DEAR ABBY: I’m the youngest of a family of three boys and two girls. The only person I had any connection with growing up was my sister “Sara.” We were both treated the same way by our mother. We were not wanted. And I always knew Sara was sad about something else. 

Our mother’s discipline took the form of when something happened, she’d line us all up and tell us if the person who did it didn’t admit it, she was going to whip us all. Sara usually got upset, and I couldn’t take it, so I’d end up taking the beating. So while Mom screamed about why I did something, I honestly didn’t know what had been done, and she beat me until she wore herself out. 

Now that I’m an adult, I realize that the one who did the deed probably realized all he had to do was keep quiet until I took the blame, and the others probably still thought I was the guilty party. I know he will never admit to anything. Sara’s sadness was because she was being raped by that brother, and Mom never believed her. 

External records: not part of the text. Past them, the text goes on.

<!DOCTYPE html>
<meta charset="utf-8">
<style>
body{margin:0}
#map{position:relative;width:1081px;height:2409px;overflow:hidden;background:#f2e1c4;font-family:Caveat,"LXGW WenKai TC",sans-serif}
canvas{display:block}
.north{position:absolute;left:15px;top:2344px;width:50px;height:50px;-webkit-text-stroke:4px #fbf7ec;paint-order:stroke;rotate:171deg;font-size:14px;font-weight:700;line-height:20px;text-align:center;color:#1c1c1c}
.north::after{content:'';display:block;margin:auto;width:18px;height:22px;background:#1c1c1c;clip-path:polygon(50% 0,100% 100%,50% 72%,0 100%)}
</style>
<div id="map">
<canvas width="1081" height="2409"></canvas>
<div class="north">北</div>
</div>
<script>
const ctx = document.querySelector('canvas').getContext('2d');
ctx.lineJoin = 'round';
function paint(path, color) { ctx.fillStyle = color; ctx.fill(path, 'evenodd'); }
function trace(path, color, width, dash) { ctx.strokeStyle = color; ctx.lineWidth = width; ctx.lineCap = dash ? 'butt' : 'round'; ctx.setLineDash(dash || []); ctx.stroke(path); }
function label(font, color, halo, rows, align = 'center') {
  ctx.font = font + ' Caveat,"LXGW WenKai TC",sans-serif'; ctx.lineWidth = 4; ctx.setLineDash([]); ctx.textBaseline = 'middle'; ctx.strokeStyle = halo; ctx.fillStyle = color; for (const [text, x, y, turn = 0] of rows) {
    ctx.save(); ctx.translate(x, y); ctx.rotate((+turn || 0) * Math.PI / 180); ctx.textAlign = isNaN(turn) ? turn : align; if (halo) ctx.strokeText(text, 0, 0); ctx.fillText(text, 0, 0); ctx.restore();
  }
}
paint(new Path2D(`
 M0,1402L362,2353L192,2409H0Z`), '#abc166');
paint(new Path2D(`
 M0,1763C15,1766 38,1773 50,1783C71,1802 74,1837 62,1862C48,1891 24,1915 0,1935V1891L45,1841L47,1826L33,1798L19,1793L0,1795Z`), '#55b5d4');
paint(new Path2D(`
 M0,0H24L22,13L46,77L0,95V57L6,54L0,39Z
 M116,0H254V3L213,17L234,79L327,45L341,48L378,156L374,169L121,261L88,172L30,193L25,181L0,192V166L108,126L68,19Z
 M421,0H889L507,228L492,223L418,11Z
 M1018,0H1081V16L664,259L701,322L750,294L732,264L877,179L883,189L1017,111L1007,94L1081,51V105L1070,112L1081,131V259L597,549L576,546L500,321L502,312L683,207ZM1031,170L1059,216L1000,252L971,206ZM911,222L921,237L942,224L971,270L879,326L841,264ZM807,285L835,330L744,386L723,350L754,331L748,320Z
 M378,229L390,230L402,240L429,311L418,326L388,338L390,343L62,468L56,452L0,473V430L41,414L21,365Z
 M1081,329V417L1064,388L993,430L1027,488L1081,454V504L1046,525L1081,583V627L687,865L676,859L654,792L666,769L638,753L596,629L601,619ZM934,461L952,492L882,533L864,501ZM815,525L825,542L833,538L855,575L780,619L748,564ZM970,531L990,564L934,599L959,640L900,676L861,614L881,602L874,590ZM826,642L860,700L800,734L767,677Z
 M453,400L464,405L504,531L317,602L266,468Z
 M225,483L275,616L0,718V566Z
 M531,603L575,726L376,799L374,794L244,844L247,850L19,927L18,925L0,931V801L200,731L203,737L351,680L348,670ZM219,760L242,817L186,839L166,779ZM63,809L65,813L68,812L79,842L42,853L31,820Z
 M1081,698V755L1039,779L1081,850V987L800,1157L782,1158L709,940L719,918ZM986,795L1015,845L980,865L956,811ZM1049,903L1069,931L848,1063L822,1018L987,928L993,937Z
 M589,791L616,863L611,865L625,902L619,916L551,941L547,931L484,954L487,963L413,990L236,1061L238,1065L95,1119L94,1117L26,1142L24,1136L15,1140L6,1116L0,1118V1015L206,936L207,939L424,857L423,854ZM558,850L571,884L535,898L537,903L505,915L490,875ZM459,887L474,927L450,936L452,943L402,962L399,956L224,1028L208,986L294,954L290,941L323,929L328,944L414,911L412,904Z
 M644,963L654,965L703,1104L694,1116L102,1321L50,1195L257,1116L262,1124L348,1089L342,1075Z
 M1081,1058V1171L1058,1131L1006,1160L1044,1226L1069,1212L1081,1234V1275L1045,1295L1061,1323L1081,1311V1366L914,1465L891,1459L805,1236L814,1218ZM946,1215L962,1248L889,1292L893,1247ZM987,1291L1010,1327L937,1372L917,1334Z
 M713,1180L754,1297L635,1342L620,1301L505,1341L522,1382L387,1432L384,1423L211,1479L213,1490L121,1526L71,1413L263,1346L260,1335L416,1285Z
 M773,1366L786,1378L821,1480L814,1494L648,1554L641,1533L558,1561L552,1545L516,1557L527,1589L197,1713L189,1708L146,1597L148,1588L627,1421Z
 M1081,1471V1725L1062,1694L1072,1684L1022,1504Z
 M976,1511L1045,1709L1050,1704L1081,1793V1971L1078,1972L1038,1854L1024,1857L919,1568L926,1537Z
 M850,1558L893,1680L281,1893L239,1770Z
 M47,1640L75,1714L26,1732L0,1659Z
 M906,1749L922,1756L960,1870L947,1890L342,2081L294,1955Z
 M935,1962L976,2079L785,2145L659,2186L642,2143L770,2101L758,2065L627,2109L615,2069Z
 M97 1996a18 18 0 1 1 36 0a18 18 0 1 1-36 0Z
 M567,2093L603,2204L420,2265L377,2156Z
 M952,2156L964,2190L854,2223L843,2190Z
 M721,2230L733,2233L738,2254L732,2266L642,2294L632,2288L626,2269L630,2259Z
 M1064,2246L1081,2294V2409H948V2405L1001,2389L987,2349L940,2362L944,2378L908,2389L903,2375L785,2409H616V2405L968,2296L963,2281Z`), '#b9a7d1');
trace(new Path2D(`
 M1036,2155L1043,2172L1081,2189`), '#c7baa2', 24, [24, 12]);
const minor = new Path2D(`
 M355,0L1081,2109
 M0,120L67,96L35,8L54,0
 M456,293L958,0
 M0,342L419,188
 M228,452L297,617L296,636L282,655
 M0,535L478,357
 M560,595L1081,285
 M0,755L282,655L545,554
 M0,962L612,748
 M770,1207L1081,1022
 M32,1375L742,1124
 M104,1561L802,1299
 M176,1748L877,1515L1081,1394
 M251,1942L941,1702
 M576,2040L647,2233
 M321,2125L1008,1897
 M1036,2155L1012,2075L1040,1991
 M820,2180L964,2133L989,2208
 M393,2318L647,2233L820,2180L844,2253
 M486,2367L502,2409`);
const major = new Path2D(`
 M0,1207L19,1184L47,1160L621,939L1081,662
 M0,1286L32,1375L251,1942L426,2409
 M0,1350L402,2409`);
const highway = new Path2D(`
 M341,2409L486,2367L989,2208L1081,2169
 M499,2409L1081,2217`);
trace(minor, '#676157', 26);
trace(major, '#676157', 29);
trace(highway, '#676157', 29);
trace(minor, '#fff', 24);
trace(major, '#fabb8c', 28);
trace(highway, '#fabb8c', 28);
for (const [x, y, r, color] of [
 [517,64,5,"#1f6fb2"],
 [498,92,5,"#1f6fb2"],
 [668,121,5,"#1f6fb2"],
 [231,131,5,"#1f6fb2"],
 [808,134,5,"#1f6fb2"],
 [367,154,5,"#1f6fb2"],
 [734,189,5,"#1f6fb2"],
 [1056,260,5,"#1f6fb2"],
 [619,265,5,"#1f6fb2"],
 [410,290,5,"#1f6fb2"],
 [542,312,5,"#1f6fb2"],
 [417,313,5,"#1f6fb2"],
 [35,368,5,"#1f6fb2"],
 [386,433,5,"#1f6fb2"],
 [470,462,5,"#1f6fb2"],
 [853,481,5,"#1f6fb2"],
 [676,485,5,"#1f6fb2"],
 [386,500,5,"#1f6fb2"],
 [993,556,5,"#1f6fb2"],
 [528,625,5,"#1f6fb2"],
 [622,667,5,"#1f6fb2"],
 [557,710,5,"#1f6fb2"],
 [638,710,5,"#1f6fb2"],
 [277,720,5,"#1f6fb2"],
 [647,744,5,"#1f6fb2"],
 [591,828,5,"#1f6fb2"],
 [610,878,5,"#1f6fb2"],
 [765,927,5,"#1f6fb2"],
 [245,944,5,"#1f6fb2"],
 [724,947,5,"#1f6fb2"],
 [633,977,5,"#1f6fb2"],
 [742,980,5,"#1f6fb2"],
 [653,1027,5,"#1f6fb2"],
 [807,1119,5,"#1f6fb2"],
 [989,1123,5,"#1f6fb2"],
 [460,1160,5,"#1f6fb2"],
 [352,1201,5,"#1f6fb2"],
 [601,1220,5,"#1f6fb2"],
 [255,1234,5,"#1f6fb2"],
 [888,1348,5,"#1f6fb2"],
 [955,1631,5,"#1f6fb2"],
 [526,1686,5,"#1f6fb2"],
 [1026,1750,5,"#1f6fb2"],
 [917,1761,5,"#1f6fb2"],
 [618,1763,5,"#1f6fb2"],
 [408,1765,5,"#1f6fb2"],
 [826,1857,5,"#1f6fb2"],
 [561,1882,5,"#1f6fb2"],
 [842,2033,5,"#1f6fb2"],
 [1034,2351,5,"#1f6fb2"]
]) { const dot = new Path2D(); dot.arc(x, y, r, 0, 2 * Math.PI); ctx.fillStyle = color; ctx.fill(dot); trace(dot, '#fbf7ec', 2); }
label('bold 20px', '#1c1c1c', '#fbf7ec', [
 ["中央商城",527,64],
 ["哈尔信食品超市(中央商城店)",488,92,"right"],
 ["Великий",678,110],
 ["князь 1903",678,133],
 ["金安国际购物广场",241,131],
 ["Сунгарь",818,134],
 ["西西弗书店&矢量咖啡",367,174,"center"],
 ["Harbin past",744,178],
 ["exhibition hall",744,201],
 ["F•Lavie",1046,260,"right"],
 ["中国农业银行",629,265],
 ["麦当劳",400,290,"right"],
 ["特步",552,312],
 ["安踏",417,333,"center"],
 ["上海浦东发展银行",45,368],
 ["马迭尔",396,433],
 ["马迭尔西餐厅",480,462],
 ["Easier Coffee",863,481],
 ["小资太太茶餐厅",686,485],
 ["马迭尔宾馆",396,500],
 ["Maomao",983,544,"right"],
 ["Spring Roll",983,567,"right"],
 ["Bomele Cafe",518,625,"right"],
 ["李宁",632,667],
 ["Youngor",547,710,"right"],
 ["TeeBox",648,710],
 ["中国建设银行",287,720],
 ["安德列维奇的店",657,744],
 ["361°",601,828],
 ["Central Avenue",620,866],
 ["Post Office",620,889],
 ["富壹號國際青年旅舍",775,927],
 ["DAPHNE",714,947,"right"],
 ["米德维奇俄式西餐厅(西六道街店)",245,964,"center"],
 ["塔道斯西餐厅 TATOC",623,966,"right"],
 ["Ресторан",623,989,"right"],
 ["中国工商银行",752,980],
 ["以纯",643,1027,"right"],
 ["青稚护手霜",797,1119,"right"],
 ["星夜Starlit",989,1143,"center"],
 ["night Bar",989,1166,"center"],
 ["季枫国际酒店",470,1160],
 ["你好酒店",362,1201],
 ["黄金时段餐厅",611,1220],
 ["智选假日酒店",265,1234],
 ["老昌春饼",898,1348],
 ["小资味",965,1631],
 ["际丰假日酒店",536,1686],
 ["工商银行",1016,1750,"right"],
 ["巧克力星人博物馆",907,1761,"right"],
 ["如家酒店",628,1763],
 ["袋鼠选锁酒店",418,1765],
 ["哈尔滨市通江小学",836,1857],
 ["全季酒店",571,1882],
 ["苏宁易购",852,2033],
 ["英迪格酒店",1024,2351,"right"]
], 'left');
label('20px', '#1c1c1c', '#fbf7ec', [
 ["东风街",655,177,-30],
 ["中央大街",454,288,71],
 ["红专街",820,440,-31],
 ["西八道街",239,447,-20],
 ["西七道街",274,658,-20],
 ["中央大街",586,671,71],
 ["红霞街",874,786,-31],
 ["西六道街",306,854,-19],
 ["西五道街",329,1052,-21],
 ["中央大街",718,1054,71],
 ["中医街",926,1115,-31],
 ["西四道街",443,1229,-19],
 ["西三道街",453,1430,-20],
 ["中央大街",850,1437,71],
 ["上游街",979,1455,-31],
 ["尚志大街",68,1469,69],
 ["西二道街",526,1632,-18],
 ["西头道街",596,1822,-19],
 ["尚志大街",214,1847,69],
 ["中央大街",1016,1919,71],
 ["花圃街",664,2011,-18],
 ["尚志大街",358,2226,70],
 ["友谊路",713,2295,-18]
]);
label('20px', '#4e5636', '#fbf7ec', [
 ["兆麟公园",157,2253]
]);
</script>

I am dirt to the rest of the family. The others don’t want anything to do with me. Must I just accept this, or can I change this? — FAMILY DISASTER IN INDIANA

DEAR FAMILY DISASTER: You and your siblings grew up in the very definition of a toxic environment. Your mother’s abuse damaged everyone. While you cannot change your siblings’ opinion of you, Sara can by speaking up about what really was going on in that house when you were all growing up. From reading your letter, it seems like a nightmare. 

All of you could benefit from counseling for victims of abuse. If you are willing to get it, you definitely should. I would also encourage you to visit RAINN at rainn.org for additional support. 

DEAR ABBY: After my mother’s death 10 years ago, my father moved in with me. He’s 74 and in reasonably good health but has always struggled with depression and social anxiety. He refuses to take medication. Although there are many opportunities for him to have social contact, he’s very critical of most family and friends. 

Dad does have some positives. He exercises and helps me with cooking and my kids. Nevertheless, his depression creates such tension in the household that most of the time I avoid talking to him because I don’t want to hear the negativity he is sure to spew. When I do talk to him, it is likely to turn into an argument, or he will insult me. 

I am so exhausted. I know he can’t live on his own, but I don’t know what to do. He has been seen by doctors and mental health professionals, but he is not willing to engage. Please advise. — GETTING TIRED IN NEW JERSEY

DEAR GETTING TIRED: The next time you talk to your father and he argues or insults you, tell him you have had enough. Tell him that you can no longer handle the tension his dependency and depression create in your home and that he must either get the help he needs or find another place to live. Then set a date for him to comply or move. 

If there is a senior center near where you live, you may be able to get assistance in dealing with your resistant dad. Your local Area Agency on Aging might also be able to offer guidance.